==== Information shown

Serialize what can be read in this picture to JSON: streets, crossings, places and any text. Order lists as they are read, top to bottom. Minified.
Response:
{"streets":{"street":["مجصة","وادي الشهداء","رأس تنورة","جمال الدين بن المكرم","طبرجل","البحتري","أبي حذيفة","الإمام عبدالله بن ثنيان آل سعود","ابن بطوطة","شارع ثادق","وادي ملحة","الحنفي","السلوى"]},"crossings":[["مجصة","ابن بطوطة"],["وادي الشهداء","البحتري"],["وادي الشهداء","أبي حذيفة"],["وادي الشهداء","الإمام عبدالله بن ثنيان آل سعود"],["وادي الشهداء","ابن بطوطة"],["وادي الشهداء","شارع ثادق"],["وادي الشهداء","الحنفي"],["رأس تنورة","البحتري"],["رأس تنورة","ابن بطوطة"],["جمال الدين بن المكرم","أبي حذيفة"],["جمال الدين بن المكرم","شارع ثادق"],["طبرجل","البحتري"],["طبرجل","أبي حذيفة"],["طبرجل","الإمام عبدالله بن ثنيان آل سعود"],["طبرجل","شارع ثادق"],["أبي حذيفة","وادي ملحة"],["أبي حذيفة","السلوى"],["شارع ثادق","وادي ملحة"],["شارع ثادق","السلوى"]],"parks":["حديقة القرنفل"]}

========

• _What is being asked_
All of the material is to be given again exactly.

• _Result for this task_
Serialize what can be read in this picture to JSON: streets, crossings, places and any text. Order lists as they are read, top to bottom. Minified.
Response:
{"streets":{"street":["مجصة","وادي الشهداء","رأس تنورة","جمال الدين بن المكرم","طبرجل","البحتري","أبي حذيفة","الإمام عبدالله بن ثنيان آل سعود","ابن بطوطة","شارع ثادق","وادي ملحة","الحنفي","السلوى"]},"crossings":[["مجصة","ابن بطوطة"],["وادي الشهداء","البحتري"],["وادي الشهداء","أبي حذيفة"],["وادي الشهداء","الإمام عبدالله بن ثنيان آل سعود"],["وادي الشهداء","ابن بطوطة"],["وادي الشهداء","شارع ثادق"],["وادي الشهداء","الحنفي"],["رأس تنورة","البحتري"],["رأس تنورة","ابن بطوطة"],["جمال الدين بن المكرم","أبي حذيفة"],["جمال الدين بن المكرم","شارع ثادق"],["طبرجل","البحتري"],["طبرجل","أبي حذيفة"],["طبرجل","الإمام عبدالله بن ثنيان آل سعود"],["طبرجل","شارع ثادق"],["أبي حذيفة","وادي ملحة"],["أبي حذيفة","السلوى"],["شارع ثادق","وادي ملحة"],["شارع ثادق","السلوى"]],"parks":["حديقة القرنفل"]}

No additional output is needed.